Segment Start: Data

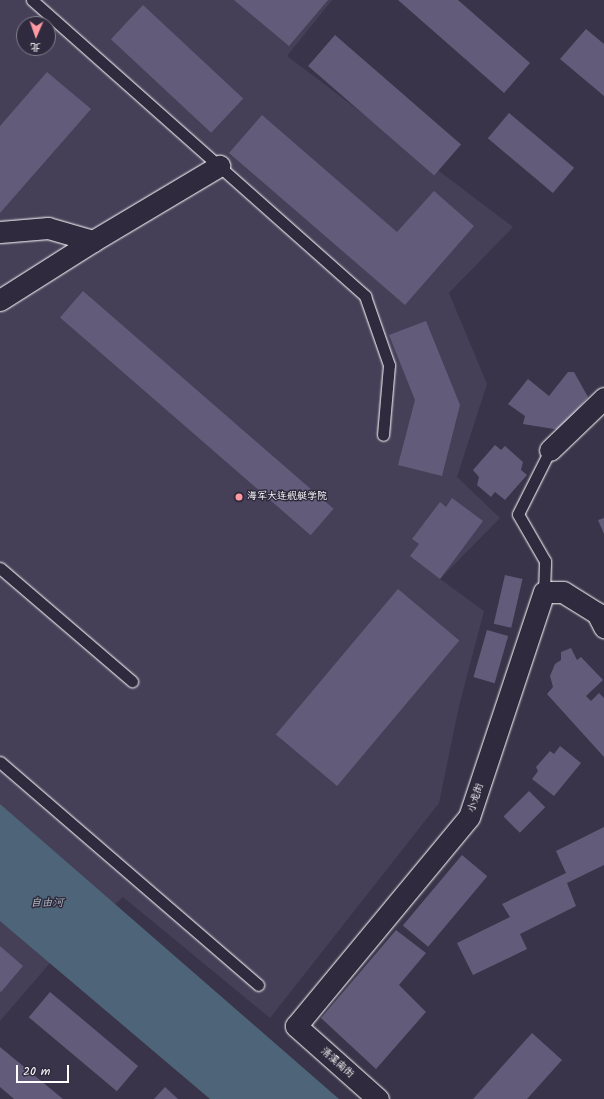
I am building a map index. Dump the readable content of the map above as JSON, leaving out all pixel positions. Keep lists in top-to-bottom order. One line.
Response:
{"streets":{"street":["小龙街","清溪南街"]},"crossings":[["小龙街","清溪南街"]],"water":["自由河"],"places":["海军大连舰艇学院"],"scale_bar":"20 m","north":"bottom"}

Segment End: Data

# What is required:
Could you restate the material word for word, skipping any pictures it holds?

# Response to the task:
I am building a map index. Dump the readable content of the map above as JSON, leaving out all pixel positions. Keep lists in top-to-bottom order. One line.
Response:
{"streets":{"street":["小龙街","清溪南街"]},"crossings":[["小龙街","清溪南街"]],"water":["自由河"],"places":["海军大连舰艇学院"],"scale_bar":"20 m","north":"bottom"}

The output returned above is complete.